Al netto della cronaca da sottolineare che Ederson nel ruolo di mezzala deve rifarsi di alcune convinzioni. Che Gaetano regista sembra ancora un po’ troppo lento e scolastico. Che Raspadori è al di là di una forma fisica accettabile.

Nel secondo tempo Sarri rivoluziona la squadra e completa le sostituzioni di tutti gli effettivi (giovani compresi) nel tempo supplementare. Sì perché questa De Kuip Cup viene giocata su una lunghezza di 120 minuti indipendentemente da come finiscono i 90 minuti.
Il secondo gol, quello realizzato all’81’ da van Persie è frutto di un’uscita sconsiderata e sbagliata di Sportiello.

La manovra dell’Atalanta risulta ancora un po’ troppo macchinosa, la squadra a tratti sembra ingolfata e manca quella brillantezza che può far scattare quei meccanismi che al momento si intuiscono ma che, ancora, non si concretizzano.

La strada è lunga e bisogna avere pazienza. E capire quali modifiche porterà il mercato sia in entrata che in uscita.

FEYENOORD-ATALANTA 2-1

Reti: 11′ Ueda (su rigore), 45’+6 Krstović, 81′ van Persie.

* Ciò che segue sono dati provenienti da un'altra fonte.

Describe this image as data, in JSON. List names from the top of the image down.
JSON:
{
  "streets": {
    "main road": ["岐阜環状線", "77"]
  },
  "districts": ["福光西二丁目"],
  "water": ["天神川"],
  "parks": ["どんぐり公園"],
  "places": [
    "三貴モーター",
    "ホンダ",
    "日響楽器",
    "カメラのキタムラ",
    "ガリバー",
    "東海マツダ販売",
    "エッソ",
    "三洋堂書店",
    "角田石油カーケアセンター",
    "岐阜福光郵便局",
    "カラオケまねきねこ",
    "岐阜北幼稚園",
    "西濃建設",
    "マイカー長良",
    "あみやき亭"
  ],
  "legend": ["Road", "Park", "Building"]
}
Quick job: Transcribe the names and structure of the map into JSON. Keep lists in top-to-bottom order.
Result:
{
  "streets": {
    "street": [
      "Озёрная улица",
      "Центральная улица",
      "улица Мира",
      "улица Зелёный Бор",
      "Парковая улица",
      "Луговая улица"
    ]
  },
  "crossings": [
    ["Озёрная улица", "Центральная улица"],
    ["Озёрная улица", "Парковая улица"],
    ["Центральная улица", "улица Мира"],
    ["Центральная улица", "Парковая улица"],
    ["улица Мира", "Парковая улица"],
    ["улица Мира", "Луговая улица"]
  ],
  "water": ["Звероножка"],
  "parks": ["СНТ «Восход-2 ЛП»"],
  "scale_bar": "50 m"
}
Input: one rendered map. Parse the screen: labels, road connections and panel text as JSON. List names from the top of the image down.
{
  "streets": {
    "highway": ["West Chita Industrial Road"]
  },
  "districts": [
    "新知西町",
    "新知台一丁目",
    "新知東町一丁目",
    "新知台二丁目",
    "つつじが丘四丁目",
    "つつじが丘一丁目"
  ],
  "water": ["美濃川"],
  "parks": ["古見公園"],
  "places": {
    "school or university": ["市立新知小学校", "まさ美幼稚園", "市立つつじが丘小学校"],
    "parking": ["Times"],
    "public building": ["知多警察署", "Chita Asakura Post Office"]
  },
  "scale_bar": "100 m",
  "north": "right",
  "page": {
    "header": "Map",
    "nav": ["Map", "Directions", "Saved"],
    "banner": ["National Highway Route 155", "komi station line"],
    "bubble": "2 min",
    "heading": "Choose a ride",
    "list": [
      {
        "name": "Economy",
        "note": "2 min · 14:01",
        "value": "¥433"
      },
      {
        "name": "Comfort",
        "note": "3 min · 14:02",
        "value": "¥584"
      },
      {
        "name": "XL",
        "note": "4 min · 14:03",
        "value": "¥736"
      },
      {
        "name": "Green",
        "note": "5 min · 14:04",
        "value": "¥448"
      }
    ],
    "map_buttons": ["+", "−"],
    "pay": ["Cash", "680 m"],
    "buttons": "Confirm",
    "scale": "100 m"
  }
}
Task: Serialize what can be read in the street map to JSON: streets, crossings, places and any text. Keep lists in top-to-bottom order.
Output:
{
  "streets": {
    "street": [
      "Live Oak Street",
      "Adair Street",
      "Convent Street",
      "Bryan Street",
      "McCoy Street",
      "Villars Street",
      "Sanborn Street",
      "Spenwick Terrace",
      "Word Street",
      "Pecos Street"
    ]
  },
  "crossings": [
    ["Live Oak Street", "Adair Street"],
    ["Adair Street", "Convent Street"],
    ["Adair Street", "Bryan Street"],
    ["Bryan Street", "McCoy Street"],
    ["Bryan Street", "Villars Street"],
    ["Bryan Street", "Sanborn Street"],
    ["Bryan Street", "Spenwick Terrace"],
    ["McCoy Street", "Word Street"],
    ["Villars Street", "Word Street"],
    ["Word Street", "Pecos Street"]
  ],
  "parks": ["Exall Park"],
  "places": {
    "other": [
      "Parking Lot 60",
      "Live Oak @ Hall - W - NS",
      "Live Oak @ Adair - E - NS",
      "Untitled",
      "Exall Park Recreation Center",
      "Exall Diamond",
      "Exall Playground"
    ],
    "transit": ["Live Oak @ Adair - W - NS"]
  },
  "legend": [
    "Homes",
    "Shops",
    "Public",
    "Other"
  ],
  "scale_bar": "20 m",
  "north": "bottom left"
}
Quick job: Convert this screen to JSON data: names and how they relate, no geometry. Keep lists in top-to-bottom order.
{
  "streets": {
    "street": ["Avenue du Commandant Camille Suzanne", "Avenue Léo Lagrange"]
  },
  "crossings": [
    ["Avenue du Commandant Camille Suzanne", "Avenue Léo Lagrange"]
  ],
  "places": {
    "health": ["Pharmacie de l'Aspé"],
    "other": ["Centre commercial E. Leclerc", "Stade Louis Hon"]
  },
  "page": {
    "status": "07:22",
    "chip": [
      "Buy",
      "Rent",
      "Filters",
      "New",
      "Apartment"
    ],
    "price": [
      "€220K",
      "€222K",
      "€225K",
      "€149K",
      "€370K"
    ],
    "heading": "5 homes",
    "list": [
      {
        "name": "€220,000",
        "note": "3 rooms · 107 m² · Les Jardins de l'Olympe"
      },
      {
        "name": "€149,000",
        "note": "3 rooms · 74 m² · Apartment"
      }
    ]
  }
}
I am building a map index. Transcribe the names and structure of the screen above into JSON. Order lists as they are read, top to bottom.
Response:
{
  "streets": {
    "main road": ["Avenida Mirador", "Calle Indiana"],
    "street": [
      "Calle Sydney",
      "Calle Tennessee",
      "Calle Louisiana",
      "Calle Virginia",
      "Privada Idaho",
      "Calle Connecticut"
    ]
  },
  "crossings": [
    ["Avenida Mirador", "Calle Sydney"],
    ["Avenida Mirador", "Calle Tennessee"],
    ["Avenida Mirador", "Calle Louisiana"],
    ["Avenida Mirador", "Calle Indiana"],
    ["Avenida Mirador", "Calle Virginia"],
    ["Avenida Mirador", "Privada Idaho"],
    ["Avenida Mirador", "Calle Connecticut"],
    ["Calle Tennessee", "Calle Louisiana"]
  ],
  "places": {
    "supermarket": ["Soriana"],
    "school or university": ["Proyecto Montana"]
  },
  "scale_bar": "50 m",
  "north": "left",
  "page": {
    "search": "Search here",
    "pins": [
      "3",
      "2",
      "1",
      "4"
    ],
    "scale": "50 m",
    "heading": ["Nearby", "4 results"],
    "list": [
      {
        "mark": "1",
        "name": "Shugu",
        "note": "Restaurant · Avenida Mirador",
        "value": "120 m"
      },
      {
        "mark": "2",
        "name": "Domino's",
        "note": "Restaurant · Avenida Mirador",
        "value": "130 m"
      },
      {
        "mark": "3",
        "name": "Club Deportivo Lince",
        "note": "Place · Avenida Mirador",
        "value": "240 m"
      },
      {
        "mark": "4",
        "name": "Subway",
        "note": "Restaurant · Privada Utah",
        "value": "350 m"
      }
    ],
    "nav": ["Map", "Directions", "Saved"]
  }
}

Feyenoord: Ernst (91′ Bossin), Read (74′ Lotomba), St. Juste (91′ Kasanwwirjo), Watanabe (5′ Kraaijeveld, 91′ Ahmedhodzic), Marmol (91′ Wessels), Zechiel (74′ Syeijn), Valente (91′ van den Elshout), Vanhoutte (46′ Targhalline), Moussa (74′ van Persie), Ueda (62′ Ferri), Diarra (74′ Zinhagel). A disposizione: Berger, Borges, Tengstedt, Deijl, Sliti, Ivanusec. Allenatore Giovanni van Bronckhorst.

Atalanta: Carnesecchi (60′ Sportiello, 98′ Vismara), Zappacosta (60′ Bellanova), Scalvini (72′ Kossounou), Djimsiti (60′ Kolašinac, 98′ Obrić), Ahanor (60′ Bernasconi), Samardžić (72′ I. Sulemana), Gaetano (72′ de Roon), Éderson (46′ Pašalić, 98′ Cassa), K. Sulemana (46′ Zalewski), Krstović (60′ Scamacca), Raspadori (60′ Maldini). Allenatore: Maurizio Sarri.

Arbitro: Robin Hensgens (NED). Assistenti: Michael Osseweijer (NED) e Joris Westhof (NED). IV ufficiale: Nick Smit (NED). Terzo tempo (30′): Arbitro: Erwin Blank (NED). Assistenti: Don Frijn (NED) e Roan van Marrewijk (NED). IV ufficiale: Nick Smit (NED).

Note: ammoniti Kraaijeveld (F), Ahanor (A).